Push vs. Pull: Which to Choose?

Feature Pull Model (e.g., Prometheus) Push Model (e.g., StatsD, InfluxDB)
Responsibility Monitoring system pulls from applications. Applications push to the monitoring system.
Best For Long-running services, containerized environments (K8s). Short-lived jobs, serverless functions, complex networks.
Service Discovery Excellent, often integrated. More difficult; relies on apps knowing where to push.
Health Checking Built-in (if scrape fails, target is down). Not inherent; requires separate health checks.
Network Setup Monitoring system needs access to all targets. Applications need access to the monitoring system.

Many modern observability platforms, like Prometheus, offer a hybrid approach. While its primary model is pull, it also provides a "Pushgateway" component that allows short-lived jobs to push metrics to it, which Prometheus can then scrape.

Go Example: Instrumenting an App with Prometheus (Pull Model)

This example shows how to instrument a simple Go HTTP server with custom metrics using the official Prometheus client library.

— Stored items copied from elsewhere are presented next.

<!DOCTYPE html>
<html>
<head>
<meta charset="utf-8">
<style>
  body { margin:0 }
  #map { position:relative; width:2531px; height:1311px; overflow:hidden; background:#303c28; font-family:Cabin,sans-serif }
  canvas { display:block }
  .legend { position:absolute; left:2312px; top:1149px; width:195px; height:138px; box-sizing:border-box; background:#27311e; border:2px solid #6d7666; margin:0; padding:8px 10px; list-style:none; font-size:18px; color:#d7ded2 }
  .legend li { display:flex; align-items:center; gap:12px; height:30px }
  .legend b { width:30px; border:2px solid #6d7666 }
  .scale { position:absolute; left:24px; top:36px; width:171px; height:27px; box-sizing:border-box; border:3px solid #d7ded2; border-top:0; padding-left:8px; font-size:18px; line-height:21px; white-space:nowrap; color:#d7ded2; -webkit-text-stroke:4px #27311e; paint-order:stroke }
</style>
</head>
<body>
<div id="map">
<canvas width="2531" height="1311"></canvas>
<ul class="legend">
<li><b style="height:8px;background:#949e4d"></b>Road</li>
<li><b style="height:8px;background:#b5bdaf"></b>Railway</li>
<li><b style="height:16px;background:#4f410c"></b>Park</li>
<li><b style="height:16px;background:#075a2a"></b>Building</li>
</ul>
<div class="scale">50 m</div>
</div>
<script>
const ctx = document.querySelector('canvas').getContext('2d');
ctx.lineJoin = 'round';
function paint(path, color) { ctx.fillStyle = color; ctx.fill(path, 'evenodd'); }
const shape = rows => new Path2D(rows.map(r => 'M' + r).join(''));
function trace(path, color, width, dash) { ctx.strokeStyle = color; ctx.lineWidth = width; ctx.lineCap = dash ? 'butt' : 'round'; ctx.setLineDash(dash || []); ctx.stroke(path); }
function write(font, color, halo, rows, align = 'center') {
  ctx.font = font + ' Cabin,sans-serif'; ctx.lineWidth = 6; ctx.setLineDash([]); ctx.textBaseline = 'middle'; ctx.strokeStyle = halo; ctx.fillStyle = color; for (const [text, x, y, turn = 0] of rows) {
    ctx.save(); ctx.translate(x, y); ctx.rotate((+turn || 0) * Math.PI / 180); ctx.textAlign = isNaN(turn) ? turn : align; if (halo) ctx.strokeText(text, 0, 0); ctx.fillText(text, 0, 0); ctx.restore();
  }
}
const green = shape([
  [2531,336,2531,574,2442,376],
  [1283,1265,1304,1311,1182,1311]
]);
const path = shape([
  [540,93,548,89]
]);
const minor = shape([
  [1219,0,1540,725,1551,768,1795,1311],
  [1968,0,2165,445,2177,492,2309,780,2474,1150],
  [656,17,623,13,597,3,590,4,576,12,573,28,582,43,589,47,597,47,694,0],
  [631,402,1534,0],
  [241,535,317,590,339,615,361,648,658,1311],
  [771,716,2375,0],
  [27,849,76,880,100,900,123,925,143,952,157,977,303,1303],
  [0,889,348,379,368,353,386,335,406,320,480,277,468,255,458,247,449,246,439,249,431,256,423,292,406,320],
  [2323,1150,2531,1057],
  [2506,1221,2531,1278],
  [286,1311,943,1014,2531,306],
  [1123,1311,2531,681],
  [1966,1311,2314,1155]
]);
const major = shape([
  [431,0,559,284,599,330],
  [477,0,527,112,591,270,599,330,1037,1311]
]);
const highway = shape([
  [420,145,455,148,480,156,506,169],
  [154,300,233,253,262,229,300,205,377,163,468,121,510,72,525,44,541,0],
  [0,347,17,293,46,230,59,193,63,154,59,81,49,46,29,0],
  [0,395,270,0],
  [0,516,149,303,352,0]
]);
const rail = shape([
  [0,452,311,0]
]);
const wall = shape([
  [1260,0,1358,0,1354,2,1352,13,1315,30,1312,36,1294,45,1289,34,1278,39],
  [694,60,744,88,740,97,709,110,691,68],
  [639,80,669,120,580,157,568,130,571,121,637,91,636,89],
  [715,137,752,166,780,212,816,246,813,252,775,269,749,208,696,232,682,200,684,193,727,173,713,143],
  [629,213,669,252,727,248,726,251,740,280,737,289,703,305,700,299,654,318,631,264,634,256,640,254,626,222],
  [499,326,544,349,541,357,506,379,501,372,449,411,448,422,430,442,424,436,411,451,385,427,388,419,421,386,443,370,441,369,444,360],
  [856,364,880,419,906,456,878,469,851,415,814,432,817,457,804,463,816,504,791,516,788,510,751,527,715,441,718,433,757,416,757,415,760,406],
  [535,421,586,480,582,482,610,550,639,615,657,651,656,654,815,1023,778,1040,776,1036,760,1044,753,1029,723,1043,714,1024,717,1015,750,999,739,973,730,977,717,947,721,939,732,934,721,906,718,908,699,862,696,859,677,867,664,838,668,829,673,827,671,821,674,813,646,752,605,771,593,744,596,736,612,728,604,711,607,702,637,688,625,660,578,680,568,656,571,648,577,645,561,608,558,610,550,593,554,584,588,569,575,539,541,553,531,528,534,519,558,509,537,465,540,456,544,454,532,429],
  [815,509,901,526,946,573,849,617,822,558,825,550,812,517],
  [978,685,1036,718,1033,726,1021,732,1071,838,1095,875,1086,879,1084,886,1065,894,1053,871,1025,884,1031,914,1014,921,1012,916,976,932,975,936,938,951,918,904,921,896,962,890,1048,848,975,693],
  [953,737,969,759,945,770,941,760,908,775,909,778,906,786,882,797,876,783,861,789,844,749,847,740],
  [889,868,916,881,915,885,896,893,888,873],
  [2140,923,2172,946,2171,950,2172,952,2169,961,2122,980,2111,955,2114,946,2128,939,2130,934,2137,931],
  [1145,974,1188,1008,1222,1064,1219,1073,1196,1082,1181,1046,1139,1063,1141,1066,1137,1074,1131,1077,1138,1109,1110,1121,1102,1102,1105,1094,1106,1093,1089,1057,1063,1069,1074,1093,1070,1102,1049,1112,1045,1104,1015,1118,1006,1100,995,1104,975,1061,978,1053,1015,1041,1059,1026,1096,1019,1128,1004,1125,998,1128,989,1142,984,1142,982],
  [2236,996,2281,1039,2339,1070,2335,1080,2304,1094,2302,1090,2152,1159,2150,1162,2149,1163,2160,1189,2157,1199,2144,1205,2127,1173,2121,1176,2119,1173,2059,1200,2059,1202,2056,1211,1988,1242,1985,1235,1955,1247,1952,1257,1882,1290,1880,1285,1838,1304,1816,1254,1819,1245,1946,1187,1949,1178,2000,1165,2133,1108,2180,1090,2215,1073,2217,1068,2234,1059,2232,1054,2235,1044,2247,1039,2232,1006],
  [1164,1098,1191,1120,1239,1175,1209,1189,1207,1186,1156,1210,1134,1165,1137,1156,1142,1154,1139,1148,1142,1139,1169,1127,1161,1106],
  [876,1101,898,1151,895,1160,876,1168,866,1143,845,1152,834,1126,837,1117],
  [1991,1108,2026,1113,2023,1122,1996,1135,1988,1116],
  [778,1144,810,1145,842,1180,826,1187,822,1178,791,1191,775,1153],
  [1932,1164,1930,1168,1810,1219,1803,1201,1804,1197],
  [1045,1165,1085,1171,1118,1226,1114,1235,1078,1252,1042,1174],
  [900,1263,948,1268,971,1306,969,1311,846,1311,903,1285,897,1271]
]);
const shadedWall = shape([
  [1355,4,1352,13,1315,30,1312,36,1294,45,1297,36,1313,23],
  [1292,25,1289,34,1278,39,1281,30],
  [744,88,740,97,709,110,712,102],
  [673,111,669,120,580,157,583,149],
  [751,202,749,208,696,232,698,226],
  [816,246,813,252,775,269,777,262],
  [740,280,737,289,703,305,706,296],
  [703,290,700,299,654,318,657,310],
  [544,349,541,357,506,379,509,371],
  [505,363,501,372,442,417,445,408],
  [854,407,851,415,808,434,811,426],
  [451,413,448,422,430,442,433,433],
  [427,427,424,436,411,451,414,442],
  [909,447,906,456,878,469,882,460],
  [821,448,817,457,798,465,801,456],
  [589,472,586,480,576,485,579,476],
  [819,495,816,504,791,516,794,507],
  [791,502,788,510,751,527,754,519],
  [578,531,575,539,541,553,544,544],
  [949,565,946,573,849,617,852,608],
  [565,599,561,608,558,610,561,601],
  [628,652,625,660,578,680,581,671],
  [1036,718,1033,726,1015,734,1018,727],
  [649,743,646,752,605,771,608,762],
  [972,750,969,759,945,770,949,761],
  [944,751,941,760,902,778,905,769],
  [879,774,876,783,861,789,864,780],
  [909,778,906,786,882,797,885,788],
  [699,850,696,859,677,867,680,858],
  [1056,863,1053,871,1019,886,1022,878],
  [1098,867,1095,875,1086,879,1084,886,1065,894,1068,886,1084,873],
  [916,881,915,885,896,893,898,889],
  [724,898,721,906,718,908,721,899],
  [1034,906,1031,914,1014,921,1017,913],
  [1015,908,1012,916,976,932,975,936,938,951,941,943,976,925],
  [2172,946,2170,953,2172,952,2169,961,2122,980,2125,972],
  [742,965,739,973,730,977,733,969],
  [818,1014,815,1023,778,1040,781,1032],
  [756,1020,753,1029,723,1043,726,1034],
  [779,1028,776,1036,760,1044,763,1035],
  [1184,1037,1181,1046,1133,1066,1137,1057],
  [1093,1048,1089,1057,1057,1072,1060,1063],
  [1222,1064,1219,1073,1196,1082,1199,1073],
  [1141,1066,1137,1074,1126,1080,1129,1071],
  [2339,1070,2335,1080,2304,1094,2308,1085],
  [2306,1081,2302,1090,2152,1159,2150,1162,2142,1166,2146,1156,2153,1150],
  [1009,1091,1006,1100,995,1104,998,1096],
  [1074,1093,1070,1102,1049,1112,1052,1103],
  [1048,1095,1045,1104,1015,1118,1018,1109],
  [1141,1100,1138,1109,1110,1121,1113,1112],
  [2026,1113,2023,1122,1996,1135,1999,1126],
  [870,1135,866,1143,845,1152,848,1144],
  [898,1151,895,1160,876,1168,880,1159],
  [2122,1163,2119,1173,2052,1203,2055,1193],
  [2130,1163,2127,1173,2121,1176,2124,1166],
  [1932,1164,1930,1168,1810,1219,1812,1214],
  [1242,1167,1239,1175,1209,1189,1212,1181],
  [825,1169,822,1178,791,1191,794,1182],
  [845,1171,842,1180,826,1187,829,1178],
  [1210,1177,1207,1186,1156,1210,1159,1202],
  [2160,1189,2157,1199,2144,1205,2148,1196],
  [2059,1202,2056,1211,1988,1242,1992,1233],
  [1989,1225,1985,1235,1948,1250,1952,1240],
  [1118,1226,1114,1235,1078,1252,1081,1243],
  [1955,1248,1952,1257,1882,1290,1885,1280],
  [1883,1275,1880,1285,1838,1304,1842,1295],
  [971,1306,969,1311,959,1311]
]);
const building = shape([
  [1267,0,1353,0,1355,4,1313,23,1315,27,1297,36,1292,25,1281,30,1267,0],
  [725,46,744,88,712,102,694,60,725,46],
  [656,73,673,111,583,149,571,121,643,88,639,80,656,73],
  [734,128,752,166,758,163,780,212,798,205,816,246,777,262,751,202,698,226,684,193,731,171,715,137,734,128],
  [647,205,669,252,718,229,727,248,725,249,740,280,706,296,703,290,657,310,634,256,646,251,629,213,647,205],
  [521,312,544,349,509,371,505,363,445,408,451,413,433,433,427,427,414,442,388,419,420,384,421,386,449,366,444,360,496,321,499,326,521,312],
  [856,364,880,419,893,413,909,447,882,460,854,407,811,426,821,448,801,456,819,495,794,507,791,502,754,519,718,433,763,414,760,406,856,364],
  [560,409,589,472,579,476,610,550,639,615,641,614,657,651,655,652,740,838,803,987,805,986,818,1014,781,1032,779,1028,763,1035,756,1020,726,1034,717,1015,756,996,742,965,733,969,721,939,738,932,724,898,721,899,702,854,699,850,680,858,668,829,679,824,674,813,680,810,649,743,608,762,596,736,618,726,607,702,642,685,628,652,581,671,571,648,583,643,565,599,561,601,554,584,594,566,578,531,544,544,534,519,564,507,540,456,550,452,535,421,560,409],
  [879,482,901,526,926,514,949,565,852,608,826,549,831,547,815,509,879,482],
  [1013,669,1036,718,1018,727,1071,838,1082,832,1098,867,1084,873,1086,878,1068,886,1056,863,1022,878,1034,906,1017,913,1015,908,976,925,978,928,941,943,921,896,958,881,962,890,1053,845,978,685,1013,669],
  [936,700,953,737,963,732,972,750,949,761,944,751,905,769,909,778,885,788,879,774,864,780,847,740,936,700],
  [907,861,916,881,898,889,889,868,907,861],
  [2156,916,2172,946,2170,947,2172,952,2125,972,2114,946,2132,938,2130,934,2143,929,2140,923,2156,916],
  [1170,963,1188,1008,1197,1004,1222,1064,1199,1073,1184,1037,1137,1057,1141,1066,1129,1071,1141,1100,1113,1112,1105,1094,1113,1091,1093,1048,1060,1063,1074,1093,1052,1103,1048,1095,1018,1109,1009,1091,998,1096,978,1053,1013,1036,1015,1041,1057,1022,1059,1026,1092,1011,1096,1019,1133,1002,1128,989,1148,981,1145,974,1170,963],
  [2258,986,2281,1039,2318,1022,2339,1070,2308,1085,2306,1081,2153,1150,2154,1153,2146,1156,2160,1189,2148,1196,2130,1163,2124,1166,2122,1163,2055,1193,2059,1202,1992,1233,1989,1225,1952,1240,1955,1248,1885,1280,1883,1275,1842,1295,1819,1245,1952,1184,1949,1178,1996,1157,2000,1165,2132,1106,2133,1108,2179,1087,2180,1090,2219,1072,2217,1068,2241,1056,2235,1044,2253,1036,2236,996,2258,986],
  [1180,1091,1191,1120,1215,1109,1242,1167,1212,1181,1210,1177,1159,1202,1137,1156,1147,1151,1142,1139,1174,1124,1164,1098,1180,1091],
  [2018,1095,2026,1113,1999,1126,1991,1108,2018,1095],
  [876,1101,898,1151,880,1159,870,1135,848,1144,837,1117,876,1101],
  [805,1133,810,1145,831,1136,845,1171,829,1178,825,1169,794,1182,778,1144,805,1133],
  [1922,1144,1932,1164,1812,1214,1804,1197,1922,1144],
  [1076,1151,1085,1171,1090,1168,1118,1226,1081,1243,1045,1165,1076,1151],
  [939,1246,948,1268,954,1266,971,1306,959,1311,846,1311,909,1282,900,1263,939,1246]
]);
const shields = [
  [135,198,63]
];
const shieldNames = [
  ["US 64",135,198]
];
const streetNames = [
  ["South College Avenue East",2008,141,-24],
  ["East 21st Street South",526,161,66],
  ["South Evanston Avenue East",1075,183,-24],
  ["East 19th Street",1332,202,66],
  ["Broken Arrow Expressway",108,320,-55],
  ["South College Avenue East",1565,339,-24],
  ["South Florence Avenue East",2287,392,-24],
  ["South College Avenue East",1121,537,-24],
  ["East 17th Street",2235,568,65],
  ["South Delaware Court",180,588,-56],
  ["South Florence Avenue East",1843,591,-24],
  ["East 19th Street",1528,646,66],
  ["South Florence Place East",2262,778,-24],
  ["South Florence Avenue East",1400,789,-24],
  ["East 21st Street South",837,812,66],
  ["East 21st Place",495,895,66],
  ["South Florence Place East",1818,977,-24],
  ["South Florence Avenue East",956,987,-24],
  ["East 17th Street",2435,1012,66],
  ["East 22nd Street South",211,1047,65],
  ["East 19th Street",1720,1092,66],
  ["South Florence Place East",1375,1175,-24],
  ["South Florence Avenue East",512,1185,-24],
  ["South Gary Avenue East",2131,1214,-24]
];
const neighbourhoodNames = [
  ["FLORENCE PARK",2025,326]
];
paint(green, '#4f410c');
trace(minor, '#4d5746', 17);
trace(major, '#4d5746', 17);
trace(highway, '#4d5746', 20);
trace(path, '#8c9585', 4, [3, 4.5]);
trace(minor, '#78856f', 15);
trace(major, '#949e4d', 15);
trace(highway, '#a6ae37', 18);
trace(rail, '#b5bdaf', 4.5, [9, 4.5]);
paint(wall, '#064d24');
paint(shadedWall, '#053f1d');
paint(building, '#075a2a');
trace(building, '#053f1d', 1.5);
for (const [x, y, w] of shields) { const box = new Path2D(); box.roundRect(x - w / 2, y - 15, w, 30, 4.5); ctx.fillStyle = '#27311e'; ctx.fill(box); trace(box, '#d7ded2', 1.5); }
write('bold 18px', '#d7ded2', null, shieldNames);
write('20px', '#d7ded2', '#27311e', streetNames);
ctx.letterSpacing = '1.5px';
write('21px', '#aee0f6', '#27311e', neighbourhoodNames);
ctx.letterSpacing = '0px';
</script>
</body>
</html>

First, get the necessary libraries:

go get github.com/prometheus/client_golang/prometheus
go get github.com/prometheus/client_golang/prometheus/promhttp

Now, let's write the code:

package main

import (
	"log"
	"net/http"
	"time"

	"github.com/prometheus/client_golang/prometheus"
	"github.com/prometheus/client_golang/prometheus/promauto"
	"github.com/prometheus/client_golang/prometheus/promhttp"
)

// 1. Define the metrics we want to expose.
// promauto automatically registers the metrics with the default registry.
var (
	// http_requests_total is a Counter metric. It only goes up.
	httpRequestsTotal = promauto.NewCounterVec(
		prometheus.CounterOpts{
			Name: "http_requests_total",
			Help: "Total number of HTTP requests.",
		},
		[]string{"path"}, // This label will allow us to break down requests by path.
	)

	// http_request_duration_seconds is a Histogram metric.
	// It tracks the distribution of request durations.
	httpRequesDuration = promauto.NewHistogramVec(
		prometheus.HistogramOpts{
			Name:    "http_request_duration_seconds",
			Help:    "Histogram of HTTP request durations.",
			Buckets: prometheus.DefBuckets, // Default buckets: .005, .01, .025, .05, ...
		},
		[]string{"path"},
	)
)

// helloHandler is a simple HTTP handler that we want to instrument.
func helloHandler(w http.ResponseWriter, r *http.Request) {
	// Start a timer
	start := time.Now()

	// Increment the counter for this path.
	httpRequestsTotal.With(prometheus.Labels{"path": r.URL.Path}).Inc()

	// Simulate some work
	time.Sleep(50 * time.Millisecond)
	w.Write([]byte("Hello, World!"))

	// Observe the duration.
	duration := time.Since(start)
	httpRequesDuration.With(prometheus.Labels{"path": r.URL.Path}).Observe(duration.Seconds())
}

func main() {
	// Register our custom handler.
	http.HandleFunc("/hello", helloHandler)

	// 2. Expose the /metrics endpoint.
	// The promhttp.Handler() function serves the metrics in the Prometheus format.
	http.Handle("/metrics", promhttp.Handler())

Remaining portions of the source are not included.